→ BRIEF
Going through the entries below, find how many lines hold "linecap", then give that number alone.

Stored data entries
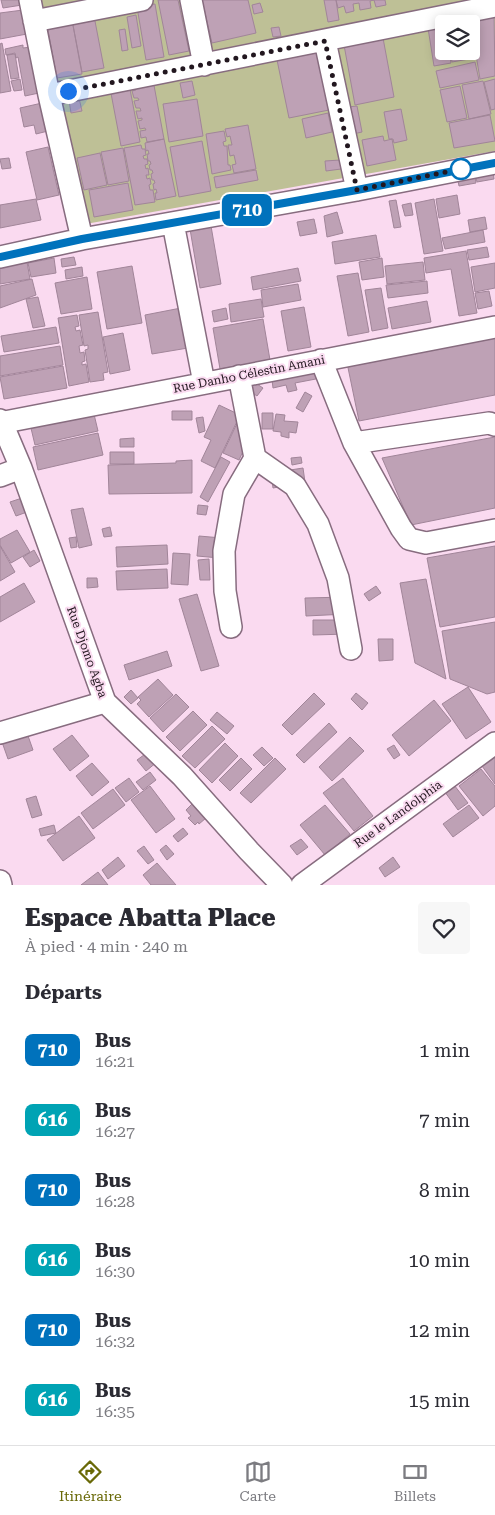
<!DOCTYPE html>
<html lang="fr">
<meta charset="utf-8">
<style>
body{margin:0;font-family:"Roboto Serif",serif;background:#f7f7f7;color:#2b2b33;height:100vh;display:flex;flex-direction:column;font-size:19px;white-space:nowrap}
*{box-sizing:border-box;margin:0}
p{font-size:16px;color:#7c7c81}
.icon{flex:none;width:28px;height:28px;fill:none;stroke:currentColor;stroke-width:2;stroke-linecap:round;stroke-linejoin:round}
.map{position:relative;height:885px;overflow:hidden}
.side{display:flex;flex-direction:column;background:#fff;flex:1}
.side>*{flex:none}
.badge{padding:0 10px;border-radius:8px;font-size:18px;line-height:32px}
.fabs{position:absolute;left:435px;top:15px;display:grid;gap:10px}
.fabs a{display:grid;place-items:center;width:45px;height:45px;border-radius:5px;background:#fff;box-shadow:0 2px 12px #0003;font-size:25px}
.you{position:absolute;width:25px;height:25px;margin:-12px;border:4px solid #fff;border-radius:50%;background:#1a73e8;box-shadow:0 0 0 8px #1a73e833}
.map>.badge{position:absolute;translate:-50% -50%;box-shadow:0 0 0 2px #fff}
h2{padding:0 25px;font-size:19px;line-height:45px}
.round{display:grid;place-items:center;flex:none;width:52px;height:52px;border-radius:5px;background:#f7f7f7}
.summary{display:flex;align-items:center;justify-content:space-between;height:85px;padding:0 25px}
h1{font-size:24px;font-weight:800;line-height:38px}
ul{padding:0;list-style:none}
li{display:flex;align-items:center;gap:15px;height:70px;padding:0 25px}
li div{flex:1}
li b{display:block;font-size:19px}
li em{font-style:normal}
li .badge{min-width:55px;font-weight:700;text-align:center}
.tab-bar{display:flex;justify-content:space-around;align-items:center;height:70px;border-top:1px solid #e1e1e2;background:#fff;font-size:14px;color:#7c7c81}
.tab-bar a{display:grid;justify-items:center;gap:2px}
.tab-bar .current{color:#696907}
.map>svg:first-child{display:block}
.green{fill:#bec096;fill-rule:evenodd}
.building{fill:#bea1b5;stroke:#a18599}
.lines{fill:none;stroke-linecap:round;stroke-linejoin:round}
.minor-casing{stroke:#876c7f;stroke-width:24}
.minor{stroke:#fff;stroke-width:21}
.line-casing{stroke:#fff;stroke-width:11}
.line{stroke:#0072bc;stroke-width:8}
.walk{stroke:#22171f;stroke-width:5;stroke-dasharray:0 9}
.stop-dot{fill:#fff;stroke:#0072bc;stroke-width:2.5}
.labels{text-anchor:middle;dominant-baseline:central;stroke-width:4;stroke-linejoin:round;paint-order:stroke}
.street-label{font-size:12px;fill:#22171f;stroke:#fadaf0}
</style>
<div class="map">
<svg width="495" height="885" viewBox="0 0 495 885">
<rect width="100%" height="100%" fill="#fadaf0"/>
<path class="green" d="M29 0H495V151L80 225ZM444 24H471V51H444Z"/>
<path class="building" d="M1 0H21L22 5 3 8Z
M158 0H178L189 51 169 55Z
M202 0H248L256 33 212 43Z
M324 0H336L339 20 328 22Z
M336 0H385L386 5 376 7 374 0 370 1 371 8 360 10 359 3 353 4 354 11 346 13 344 6 338 8Z
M260 3 263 12 254 14 252 5Z
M155 4 164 57 146 60 137 7Z
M23 10 27 34 0 39V13Z
M136 15 141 46 132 48 127 17Z
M494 15 495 76 480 79 471 24 469 20Z
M94 16 104 68 82 72 72 20Z
M72 20 82 74 57 78 47 25Z
M444 25V51H449L451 63 434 66 428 28Z
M279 27 281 36 273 37 271 28Z
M125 29 128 50 122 51 119 30Z
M471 35 475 58 452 62 451 56 456 55 455 51H471Z
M383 38 394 97 355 105 344 45Z
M2 43 11 91 0 93V44Z
M23 45V48L31 47 39 93 25 96 18 57 16 58 15 53 6 55 5 49Z
M315 47 329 110 289 118 276 55Z
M15 54 19 78 11 79 7 55Z
M475 62 479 80 440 88 436 71Z
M20 79 22 90 14 91 11 81Z
M495 79V109L491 110 484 82Z
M153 80 164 139 147 142 146 137 141 138 140 131 146 130 145 128 140 129 138 121 142 120V118L138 119 136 111H141L140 108H136L134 101 139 100 138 98H134L132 91 136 90V87Z
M192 81 195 95 183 98 180 83Z
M483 81 491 114 469 119 462 85Z
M129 84 140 142 121 146 110 88Z
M460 86 467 118 447 122 440 90Z
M79 98 82 111 71 113 69 100Z
M197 99 203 136 169 142 163 104Z
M42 103 48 131 36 134 34 125 24 127 20 108Z
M357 106 362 132 353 134 348 107Z
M401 109 407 140 394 143 393 139H389L384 112Z
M328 113 332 132 306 138 302 119Z
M490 115 495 141 454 148 449 123Z
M248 125 256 169 234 173 232 165 236 164 234 155 230 156 228 145H232L230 136 227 137 225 129Z
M224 131 226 141 223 142 224 146H227L228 165H230L231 170 212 174 206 134Z
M383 136 384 141 392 139 396 160 367 166 362 140Z
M164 139 176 196 156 200 155 193H157L156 189 154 190 153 184 155 183 154 180H152L151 174 153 173 152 170H150L149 165 151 164 150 161H148L147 154H149L148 150 146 151 145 143Z
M202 141 211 191 179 197 170 147Z
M141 145 142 149H145L146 155 143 156 144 159H147L148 164 145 165 146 169 148 168 149 175H146L147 179 150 178 151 184 149 185 150 190H153L155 202 135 205 124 148Z
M48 147 59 195 37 200 26 152Z
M123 148 129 181 108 185 101 152Z
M100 153 107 185 84 190 77 158Z
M9 158 11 168 2 169 0 159Z
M340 160 341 169 326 171 325 161Z
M256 170 258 180 216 188 214 177Z
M493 171 494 179 477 182 475 174Z
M475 177 476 183 459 186 458 181Z
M128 183 133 210 94 217 89 190Z
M457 195 460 214 439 218 436 199Z
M36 199 41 220 0 228V205Z
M434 199 443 251 424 254 415 203Z
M396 200 401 227 394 228 389 201Z
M411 203 413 215 405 216 402 205Z
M337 212 343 233 327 237 324 216Z
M485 217 487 229 470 232 468 220Z
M314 219 317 233 300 236 297 222Z
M211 226 221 284 200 288 190 229Z
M483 230 485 242 445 249 442 238Z
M376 235 380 257 335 264 332 242Z
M487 247 489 257 469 260 467 250Z
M466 251 477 313 459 316 451 269 426 273 424 258Z
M74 257 76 265 62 267 61 259Z
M54 258 56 273 31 277 28 263Z
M382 258 384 277 362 280 359 262Z
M27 262 30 279 0 284V267Z
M423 262 425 280 387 284 385 266Z
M495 263V288L475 292 471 267Z
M132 266 142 323 107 329 97 272Z
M82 267 83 276 66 279 65 270Z
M298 268 301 281 253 290 251 277Z
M358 273 369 332 348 336 337 276Z
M87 277 92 309 61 314 55 283Z
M32 279 36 295 0 308V286Z
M427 281 428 293 388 298 386 285Z
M298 284 301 300 263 307 261 290Z
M381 288 388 328 372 331 365 290Z
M489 291 492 306 478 309 475 293Z
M38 297 45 326 33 328 26 299Z
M261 299 264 317 231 322 229 304Z
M427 301 431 322 392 329 388 308Z
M304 307 311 347 288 351 281 311Z
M181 308 188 348 152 354 145 315Z
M226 308 228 319 214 322 212 311Z
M98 312 108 372 103 373 104 380 90 382 85 350 88 349V345L84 346 79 315Z
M77 315 79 326 75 327 76 331 80 330 83 345 79 346 80 353 84 352 85 361 82 362V365L86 364 89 382 69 386 58 318Z
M263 319 270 360 220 369 213 328Z
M56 327 59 343 4 352 1 336Z
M495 329V395L359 421 346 358Z
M123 333 130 370 110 374 103 337Z
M60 346 63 365 0 376V356Z
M63 366 67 388 4 399 0 377Z
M320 370 321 378 295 383 297 390 288 392 286 385 273 388 272 380Z
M254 382 263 388 257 396 248 390Z
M305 392 312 396 303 412 296 408Z
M219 405 240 415 215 468 201 461 211 440 204 437Z
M93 410 98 431 35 445 30 424Z
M172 411H192V420H172Z
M262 413H273V429H262Z
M276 414 285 415 284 421 298 422 296 433 289 432V438L281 436V432L273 431Z
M203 417 205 431 199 433 196 418Z
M240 417 256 424 239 460 223 453Z
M98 433 103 455 38 470 33 447Z
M495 437V508L411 525 382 458Z
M134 438V447H120V439Z
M110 452H134V464H110Z
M221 457 230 462 208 502 200 497Z
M301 457 302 463 292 465 291 458Z
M192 460V493L109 494 108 465 176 463V461Z
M303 468 305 482 273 488 271 473Z
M22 498 27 512 16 516 10 502Z
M198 505 208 506 206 515 197 514Z
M83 508 92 545 79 548 71 510Z
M110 527 112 536 104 537 102 529Z
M17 530 30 552 11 563 0 545V539Z
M199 536 233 539 231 559 197 556Z
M76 537 77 547 71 548 69 538Z
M167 545 168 564 117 567 116 547Z
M0 546 15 572 0 581Z
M495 546V617L440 627 427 558Z
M34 550 40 561 30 567 23 557Z
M173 553 190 554 188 585 171 584Z
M209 559 210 580H200L198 560Z
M167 569 168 588 117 590 116 571Z
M87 578H97L98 587 87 588Z
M426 579 446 679 415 663 400 583Z
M24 583 35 602 0 622V597Z
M376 586 381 593 369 601 364 594Z
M197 594 219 666 201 671 179 599Z
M347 597V614L306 616 305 598Z
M313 620H349L348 634 313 635Z
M495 622V692L487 694 450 679 442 631Z
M378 639H393V660L379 661Z
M167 651 172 666 129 680 124 665Z
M158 679 173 695 149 717 137 704 141 700 138 697Z
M468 687 491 722 466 739 442 704Z
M131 690 138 698 131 704 124 697Z
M314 693 325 704 292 735 282 725Z
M356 693 368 703 362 710 351 699Z
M176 694 189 707 163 732 150 718Z
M434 700 451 721 409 756 392 735Z
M193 711 207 725 180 751 166 737Z
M217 712 234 726 227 734 210 720Z
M329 723 337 732 304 763 296 755Z
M212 726 225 739 195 768 182 756Z
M27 733 33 750 8 759 2 742Z
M72 735 89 756 70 771 53 749Z
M350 737 364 751 332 781 319 767Z
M225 743 238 756 212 783 199 770Z
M394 745 400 755 394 759 387 749Z
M262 747 273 758 264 766 253 755Z
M148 752 157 762 146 771 137 760Z
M495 756V784L482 766Z
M241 758 252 769 230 791 219 780Z
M275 758 286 769 251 803 240 793Z
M92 763 109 782 92 796 76 776Z
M481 769 495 786V806L483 816 459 786Z
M150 772 156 780 143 790 136 782Z
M129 778 139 792 126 802 115 788Z
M343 778 373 816 354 831 323 793Z
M451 781 468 803 458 810 442 788Z
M150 786 175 819 156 833 131 800Z
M113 789 125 805 93 829 81 813Z
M36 796 42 815 32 818 26 799Z
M193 803 206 818 199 824 198 822 195 825 188 818 191 816 186 810Z
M325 805 350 834 325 855 300 825Z
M469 805 479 818 453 837 443 824Z
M79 816 95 838 63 861 47 840Z
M54 825 56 833 41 836 39 829Z
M183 828 188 834 178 842 173 836Z
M301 839 308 847 297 855 290 846Z
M166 845 174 854 167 860 160 850Z
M144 846 154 860 148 864 137 851Z
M118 857 125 866 108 879 102 870Z
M393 857 400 867 385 877 379 868Z
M157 863 176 885H151L143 875Z
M98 872 108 885H81Z"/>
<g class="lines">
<defs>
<path id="minor" d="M30 0 49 95 82 239
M191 0 204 65
M34 21 142 0
M325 41 357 190
M49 95 495 6
M173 223 204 383
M0 257 82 239 357 190 495 163
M321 360 354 443 401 528 409 539 426 543 495 530
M0 420 2 423 21 468 105 702 182 776 249 851 282 885
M0 423 495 327
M354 443 489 423 495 425
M255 458 295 486 318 524 338 578 351 649
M0 476 21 468
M231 627 225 591 224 551 234 494 255 458 239 376
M0 733 105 702
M0 881 1 885
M302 885 495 743"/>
</defs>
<use href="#minor" class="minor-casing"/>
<use href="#minor" class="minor"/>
</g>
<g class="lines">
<defs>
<path id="line" d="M0 257 82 239 357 190 495 163"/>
</defs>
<use href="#line" class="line-casing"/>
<use href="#line" class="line"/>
<path class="walk" d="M68 91 325 41 357 190 461 169"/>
</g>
<circle class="stop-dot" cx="461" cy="169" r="10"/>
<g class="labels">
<g class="street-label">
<text transform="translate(249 374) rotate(-11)">Rue Danho Célestin Amani</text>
<text transform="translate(87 652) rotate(70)">Rue Djomo Agba</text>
<text transform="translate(398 814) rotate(-36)">Rue le Landolphia</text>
</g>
</g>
</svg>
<div class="fabs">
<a><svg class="icon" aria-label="layers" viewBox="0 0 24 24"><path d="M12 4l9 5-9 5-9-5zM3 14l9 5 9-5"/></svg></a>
</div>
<div class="you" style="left:68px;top:91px"></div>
<b class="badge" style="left:247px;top:210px;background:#0072bc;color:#fff">710</b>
</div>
<section class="side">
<div class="summary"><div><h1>Espace Abatta Place</h1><p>À pied · 4 min · 240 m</p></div><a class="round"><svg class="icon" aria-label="heart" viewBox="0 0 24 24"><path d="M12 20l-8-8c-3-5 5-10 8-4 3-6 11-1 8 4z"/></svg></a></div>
<h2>Départs</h2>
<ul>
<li><span class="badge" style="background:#0072bc;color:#fff">710</span><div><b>Bus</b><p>16:21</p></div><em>1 min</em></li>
<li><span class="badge" style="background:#00a3b4;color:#fff">616</span><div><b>Bus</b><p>16:27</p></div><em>7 min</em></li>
<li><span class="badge" style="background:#0072bc;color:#fff">710</span><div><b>Bus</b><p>16:28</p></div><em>8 min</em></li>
<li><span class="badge" style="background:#00a3b4;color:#fff">616</span><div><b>Bus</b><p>16:30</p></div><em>10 min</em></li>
<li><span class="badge" style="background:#0072bc;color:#fff">710</span><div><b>Bus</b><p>16:32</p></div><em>12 min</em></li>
<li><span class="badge" style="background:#00a3b4;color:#fff">616</span><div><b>Bus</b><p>16:35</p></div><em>15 min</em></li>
</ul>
</section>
<nav class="tab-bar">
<a class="current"><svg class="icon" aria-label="directions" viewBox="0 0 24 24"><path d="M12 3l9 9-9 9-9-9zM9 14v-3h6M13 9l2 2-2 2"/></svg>Itinéraire</a>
<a><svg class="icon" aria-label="map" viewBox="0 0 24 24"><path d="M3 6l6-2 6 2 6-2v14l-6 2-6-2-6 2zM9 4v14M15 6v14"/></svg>Carte</a>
<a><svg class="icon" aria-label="tickets" viewBox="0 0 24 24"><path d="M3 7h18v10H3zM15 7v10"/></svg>Billets</a>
</nav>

→ ANSWER SPACE
2